In view of the fatigue failure of tubing strings by flow-induced nonlinear vibration (FINV) in high-temperature, high-pressure and high-yield (3H) curved gas wells, a three-dimensional (3D) FINV model of the tubing string is established using the micro-finite method, energy method and Hamilton variational principle, and verified by a similar experiment of tubing vibration. Meanwhile, the cumulative damage theory is used to establish the fatigue life prediction method of tubing string combined with the stress response which was determined by the proposed FINV model and the S-N curve of the tubing material (13Cr-L80) which was measured by fatigue test. Thus, the influences of production rate, well trajectory parameters (inclination angle and well section length), as well as the installation position of downhole tools (packer and centralizer) on the fatigue life of the tubing string are systematically analyzed. The results obtained demonstrate that, first, with the increase of production rate, the fatigue life of the tubing string decreases, and the field production allocation should be far away from the sudden production rate which can be determined using the proposed analysis method.

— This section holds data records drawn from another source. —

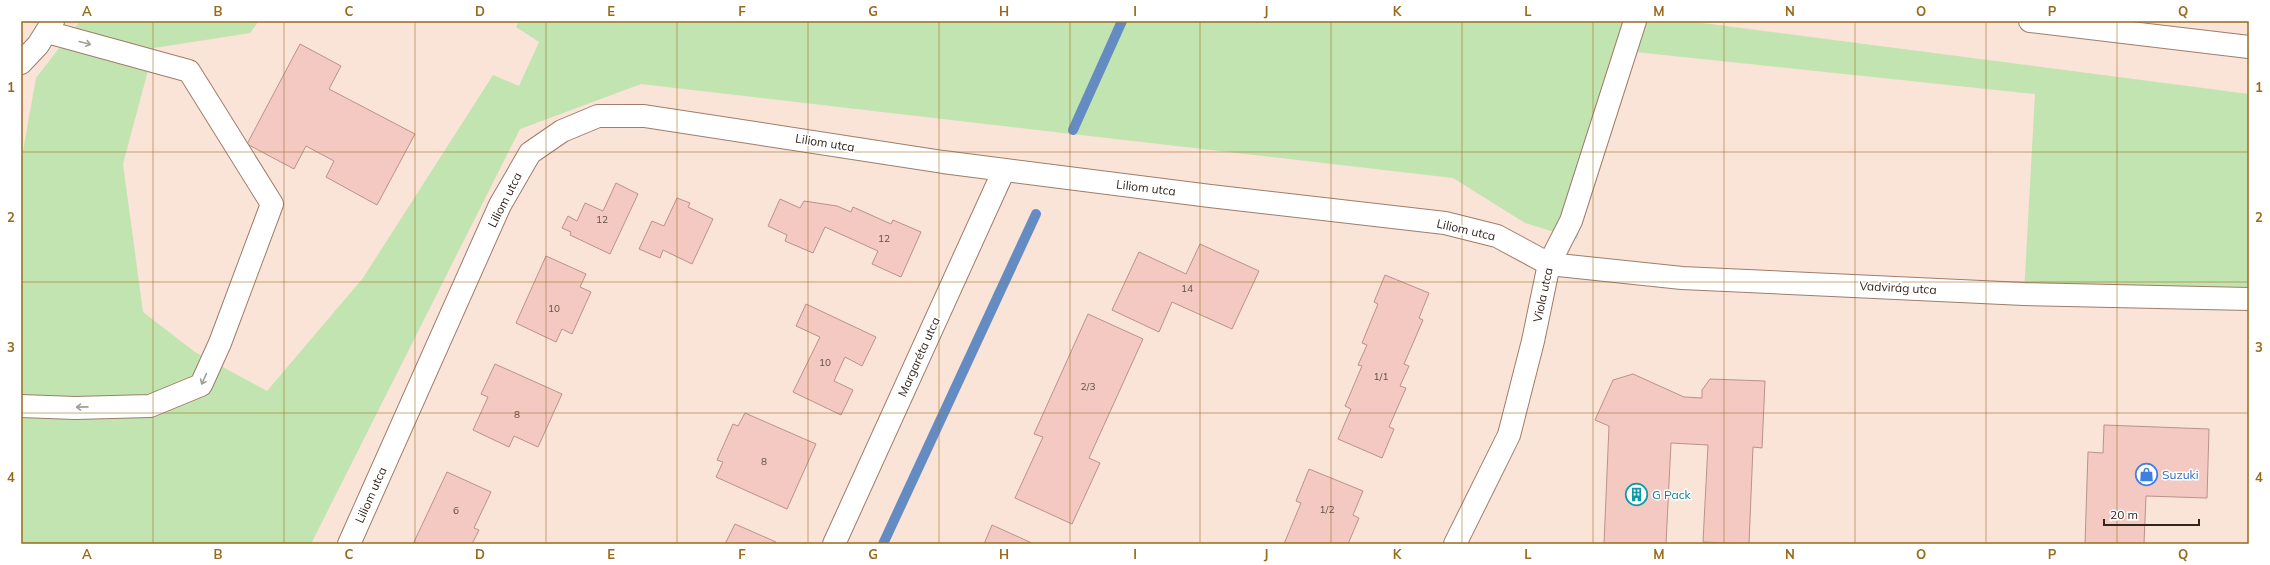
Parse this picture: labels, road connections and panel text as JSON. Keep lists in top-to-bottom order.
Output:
{
  "streets": {
    "street": [
      "Liliom utca",
      "Vadvirág utca",
      "Viola utca",
      "Margaréta utca"
    ]
  },
  "crossings": [
    ["Liliom utca", "Vadvirág utca"],
    ["Liliom utca", "Viola utca"],
    ["Liliom utca", "Margaréta utca"],
    ["Vadvirág utca", "Viola utca"]
  ],
  "places": {
    "shop": ["Suzuki"],
    "building": ["G Pack"]
  },
  "house_numbers": [
    "12",
    "12",
    "14",
    "10",
    "10",
    "1/1",
    "2/3",
    "8",
    "8",
    "1/2",
    "6"
  ],
  "scale_bar": "20 m",
  "grid": {
    "columns": [
      "A",
      "B",
      "C",
      "D",
      "E",
      "F",
      "G",
      "H",
      "I",
      "J",
      "K",
      "L",
      "M",
      "N",
      "O",
      "P",
      "Q"
    ],
    "rows": [
      "1",
      "2",
      "3",
      "4"
    ]
  }
}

Second, in the well trajectory design, the vertical section length should be reduced, while that of build-up section and the angle of stable inclined section should be increased. Third, the packer and centralizer should be placed in the optimal position, which depends on the well structure, downhole tool size, etc. and can be determined using the proposed analysis method. The research results provide a theoretically sound guidance for designing and practically sound approach for effectively improving the fatigue life of tubing string in 3H curved gas wells.